Sous Functions Develop

Sous Functions Develop

This page is brief on purpose. The authoritative reference for writing a Sous function — the directory layout, the entrypoint signature, the supported runtimes, the isolate's calling convention, the testing CLI — lives in the Sous repository. What this page covers is the contract a function has to satisfy in order to behave well as a unit of work in codeQ. The contract is short, it is technical, and it falls out of the lease semantics and the at-least-once delivery model described on the Concepts page.

A function that respects this contract survives worker crashes, lease expirations, and re-claims without corrupting external state. A function that violates it can leak side-effects, run twice when it should not, or hang past its lease and force the queue into pathological retry patterns. The three properties below are the ones to internalise.

Idempotency

A Sous function should produce the same observable outcome whether it runs once or twice with the same arguments. This is the consequence of codeQ's at-least-once delivery: a task that is claimed but whose result never reaches the server is requeued and may be claimed again. The lease prevents two workers from owning the same task simultaneously, but it does not prevent the same task from being executed twice on different workers across an expiry-and-re-claim cycle. The function author has to design for that case.

There are two ways to satisfy the property. The cleaner way is to make the function deterministically idempotent — to design the side-effects so that a second run with the same arguments does no harm. Writes to a key-value store that are keyed by the function's input are idempotent by construction. Calls to external services that accept an idempotency key (Stripe, HTTP APIs with Idempotency-Key headers, anything event-sourced) can be made idempotent by deriving the key from the task ID or from a hash of the arguments. The other way is to rely on codeQ's producer-side idempotency: the Sous control plane can pass an IdempotencyKey on CreateTask, and codeQ will collapse duplicate enqueues with the same key to a single task. That covers retries originating at the producer; it does not cover retries originating after the task is enqueued, which is why the function still has to be idempotent at its own side-effect boundary.

The shape of an idempotency-violating function is easy to recognise: any function that increments a counter, appends to a log, charges a card, or sends a notification without checking whether the work has already been done. These are the kinds of operations that need an idempotency key built in or a server-side dedup table. The Sous documentation calls this out under "side-effect design", and the codeQ-side observation is that the dead-letter set on Tasks and Results is a useful read-out: if a function produces duplicate side-effects on retry, the producer's downstream system is the only place where it will show up, and the dead-letter logs are usually the first place an operator looks.

Side-effect awareness

A function that is not idempotent by construction has to be at least aware of the retry boundary. The simplest model is that everything before the function returns is at risk of being retried, and everything after is committed. The "return" point is the moment the worker's handler returns a Completed Result, which is the moment the worker SDK marshals the body and sends it to codeQ. If the function returns, but the worker crashes before the result reaches codeQ, the task expires and is retried — the function ran, but the producer never saw the outcome.

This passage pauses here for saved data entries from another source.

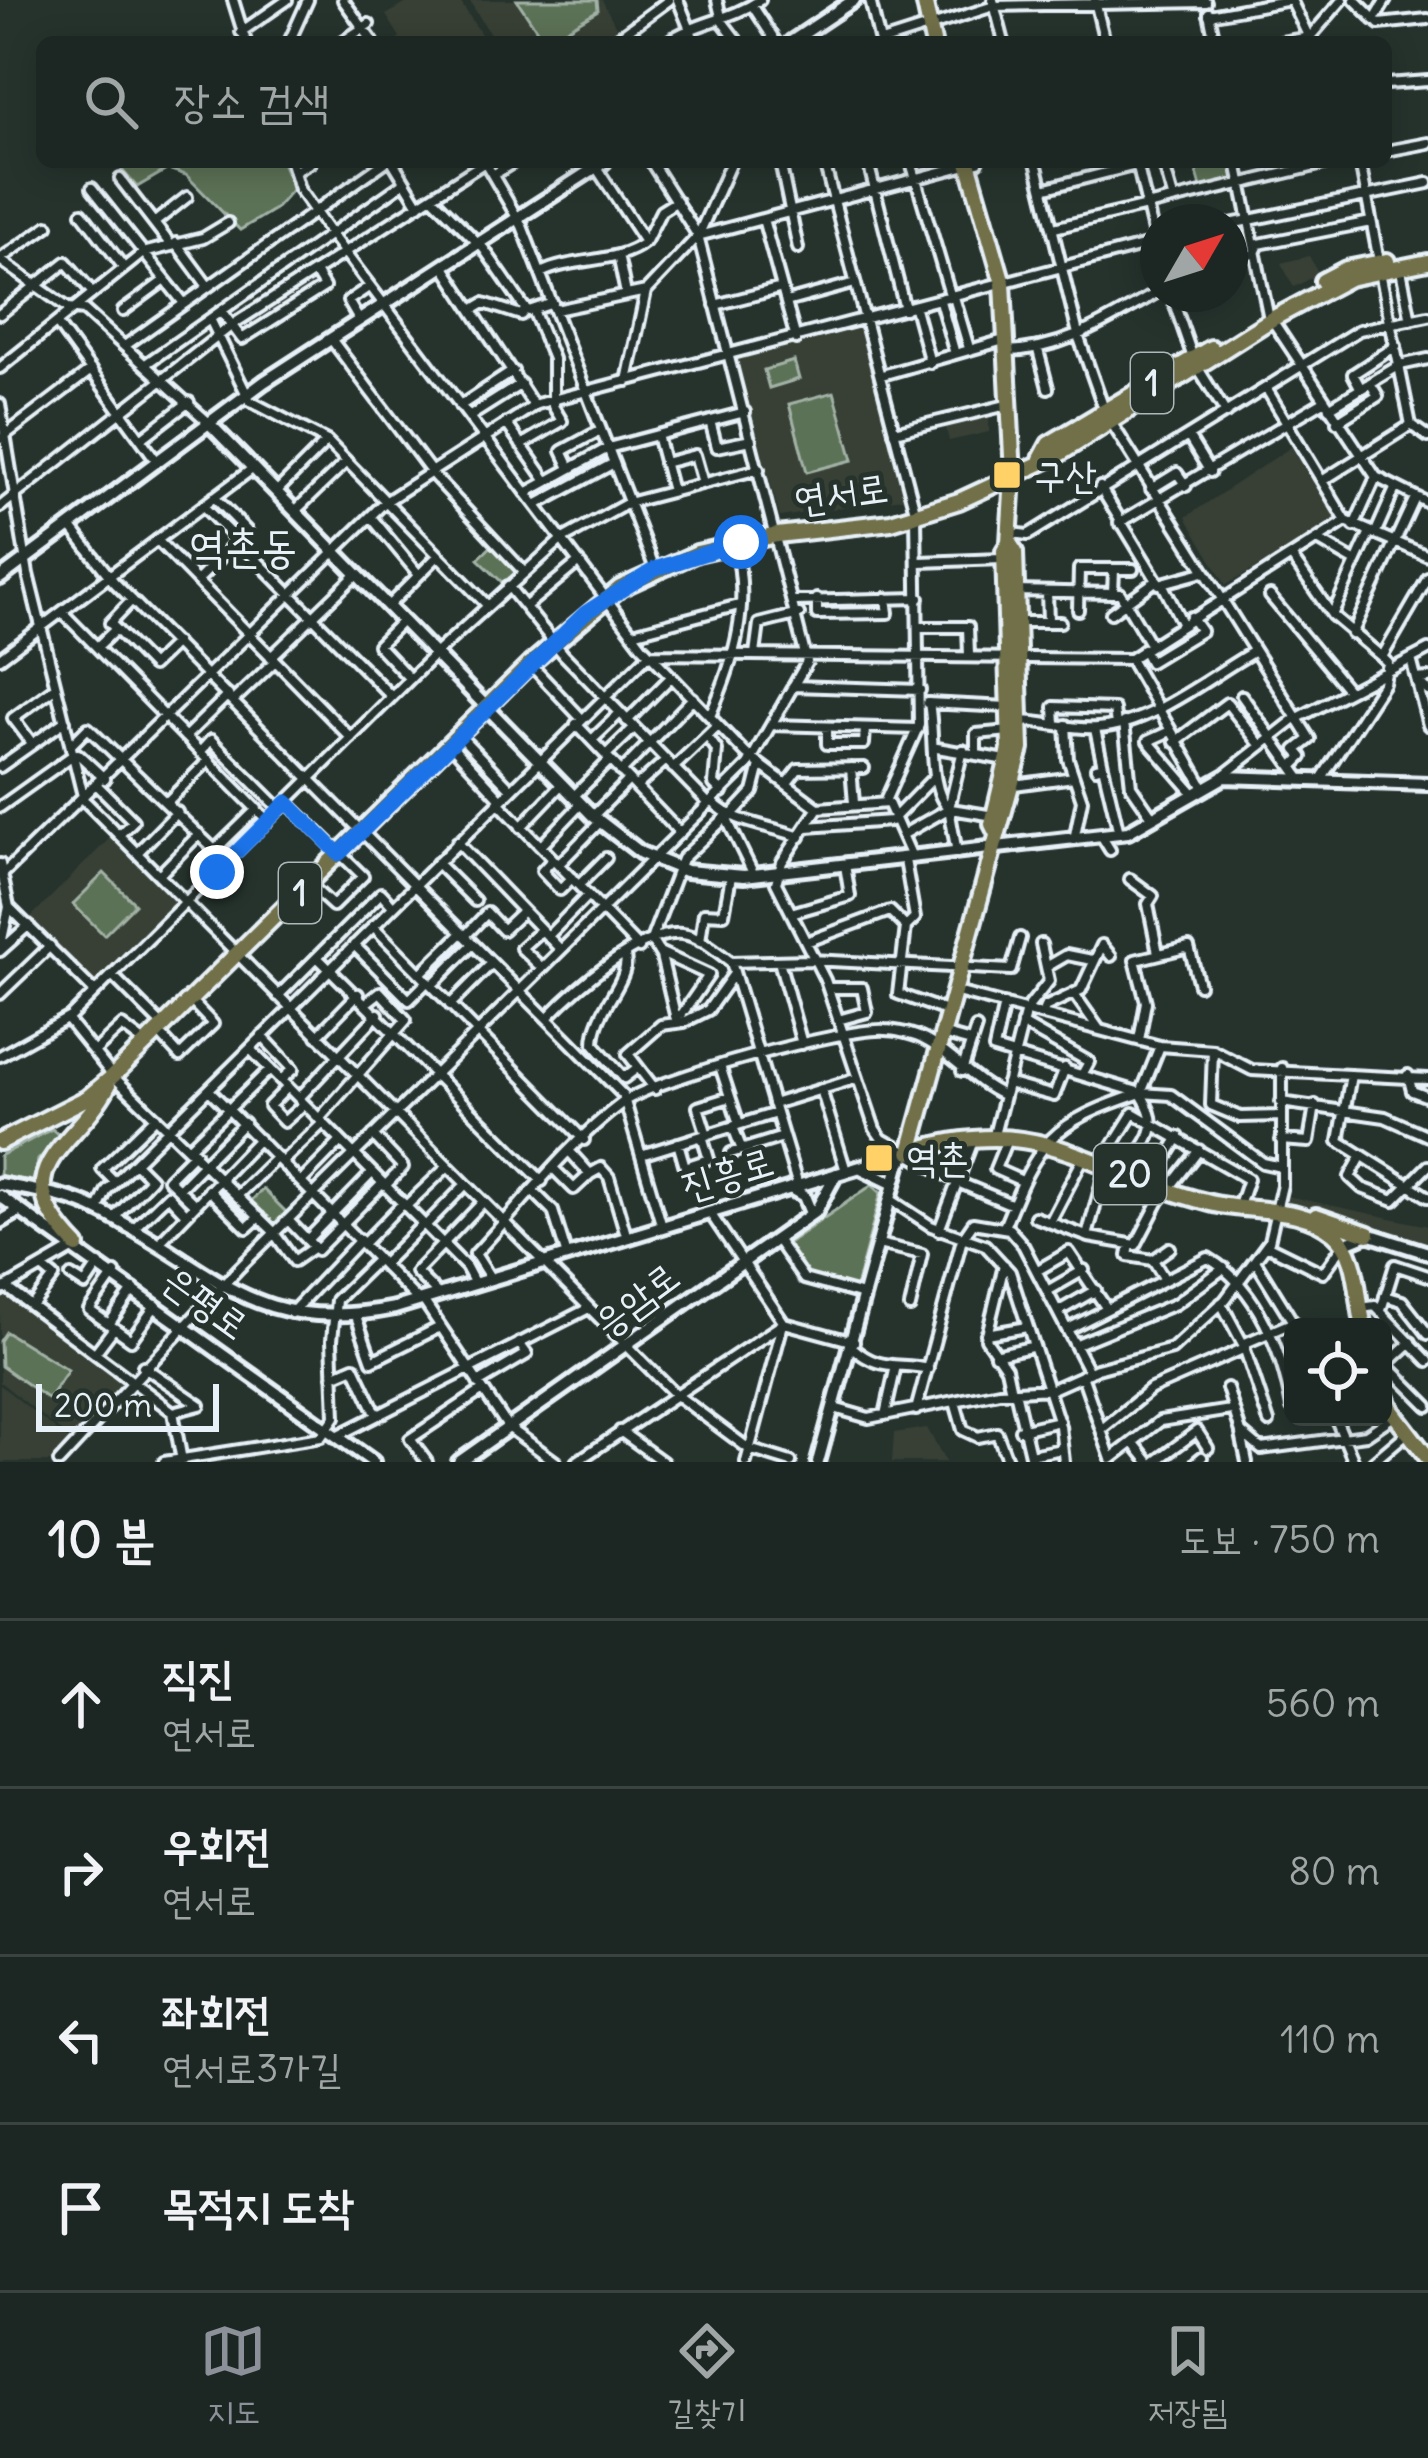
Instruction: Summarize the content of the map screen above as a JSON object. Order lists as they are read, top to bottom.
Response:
{
  "streets": {
    "main road": [
      "1",
      "연서로",
      "진흥로",
      "20",
      "응암로",
      "은평로"
    ]
  },
  "crossings": [
    ["진흥로", "응암로"]
  ],
  "districts": ["역촌동"],
  "places": {
    "transit": ["구산", "역촌"]
  },
  "scale_bar": "200 m",
  "north": "top right",
  "page": {
    "search": "장소 검색",
    "scale": "200 m",
    "heading": ["10 분", "도보 · 750 m"],
    "list": [
      ["직진", "연서로", "560 m"],
      ["우회전", "연서로", "80 m"],
      ["좌회전", "연서로3가길", "110 m"],
      "목적지 도착"
    ],
    "nav": ["지도", "길찾기", "저장됨"]
  }
}
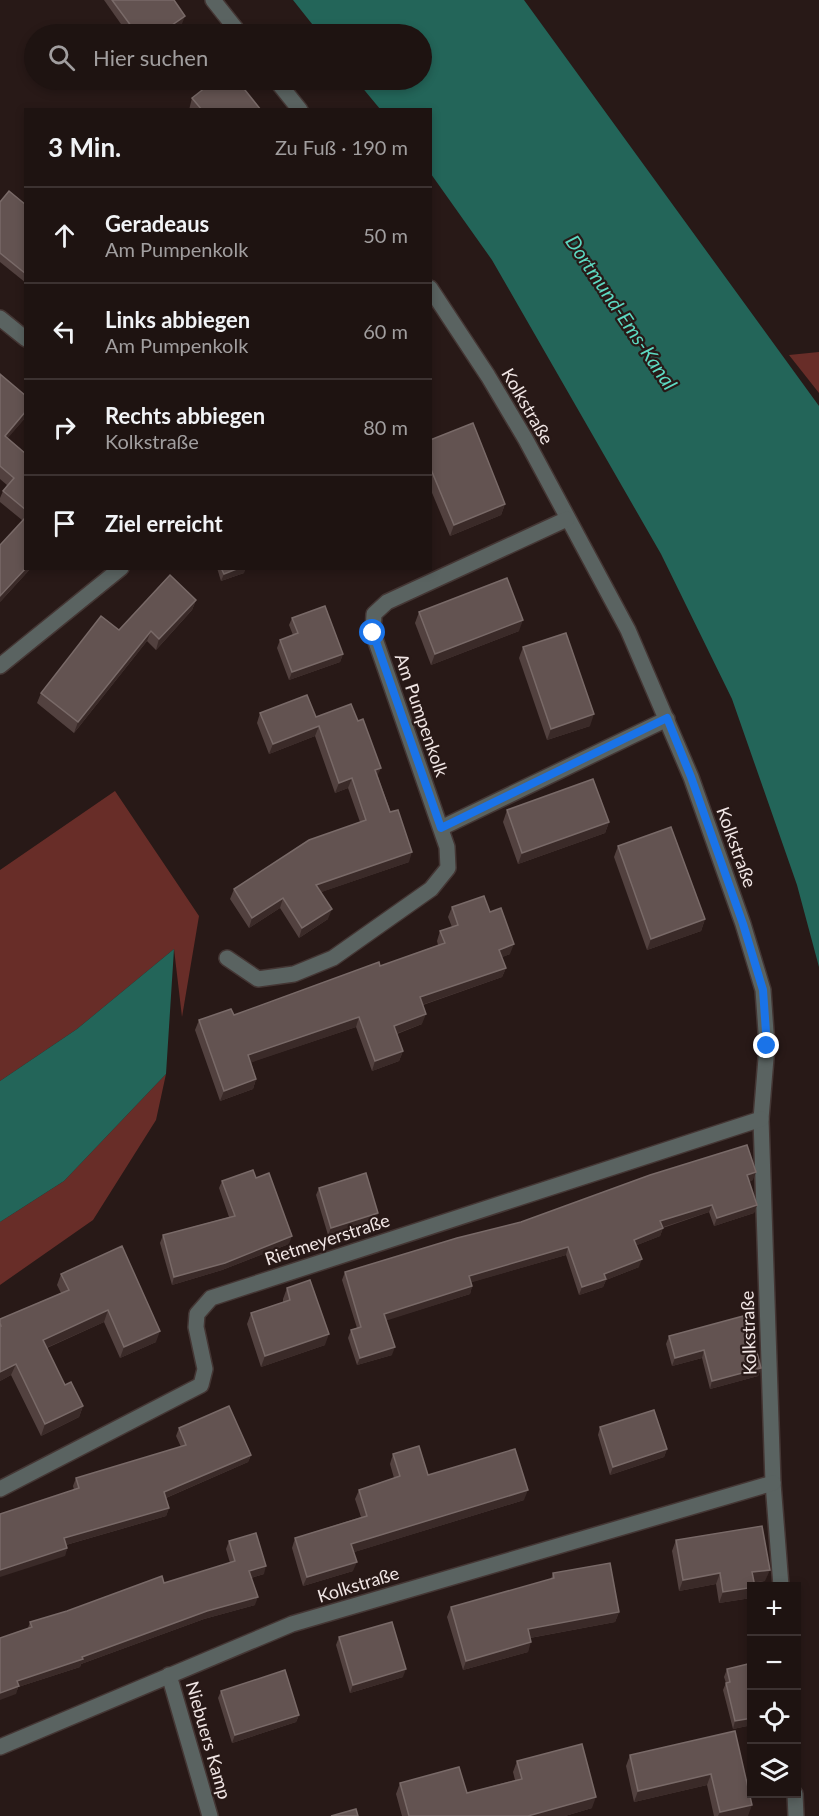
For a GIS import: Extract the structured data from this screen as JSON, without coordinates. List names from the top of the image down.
{
  "streets": {
    "street": [
      "Kolkstraße",
      "Am Pumpenkolk",
      "Rietmeyerstraße",
      "Niebuers Kamp"
    ]
  },
  "crossings": [
    ["Kolkstraße", "Am Pumpenkolk"],
    ["Kolkstraße", "Rietmeyerstraße"],
    ["Kolkstraße", "Niebuers Kamp"]
  ],
  "water": ["Dortmund-Ems-Kanal"],
  "page": {
    "search": "Hier suchen",
    "heading": ["3 Min.", "Zu Fuß · 190 m"],
    "list": [
      ["Geradeaus", "Am Pumpenkolk", "50 m"],
      ["Links abbiegen", "Am Pumpenkolk", "60 m"],
      ["Rechts abbiegen", "Kolkstraße", "80 m"],
      "Ziel erreicht"
    ],
    "map_buttons": ["+", "−"]
  }
}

This boundary matters because the natural shape of a function — "do the work, return the result" — does not include the result-delivery step. A function author who imagines the work-and-return as one atomic unit will be surprised when the work is done but a retry happens anyway. The right mental model is that the function does the work, returns to the worker, the worker reports it, codeQ persists the report, and only then is the work safely "done". Anywhere in that chain a failure can cause the work to be re-attempted.

The practical recommendation is to keep the function's externally visible side-effects to a small number of idempotent operations near the end of execution, and to keep the work that happens earlier — reads, computations, intermediate state — internal to the isolate. The isolate's state is discarded between invocations, so a partial execution that does not produce an external side-effect is invisible to everything outside the isolate. The function author can rely on this property: an exception thrown halfway through the function, before any external mutation, is safe to retry because nothing observable happened.

Lease awareness

The third property is that the function should not exceed its lease budget without telling codeQ. The lease is the codeQ-side guarantee that a task is owned by exactly one worker at a time. If the function takes longer than LeaseSeconds, the lease expires and the task becomes claimable by another worker — and the original function continues to run, oblivious to the fact that it no longer owns the task. When it finishes, the worker's Result is rejected by codeQ with a not-owner error, and the work has been done twice.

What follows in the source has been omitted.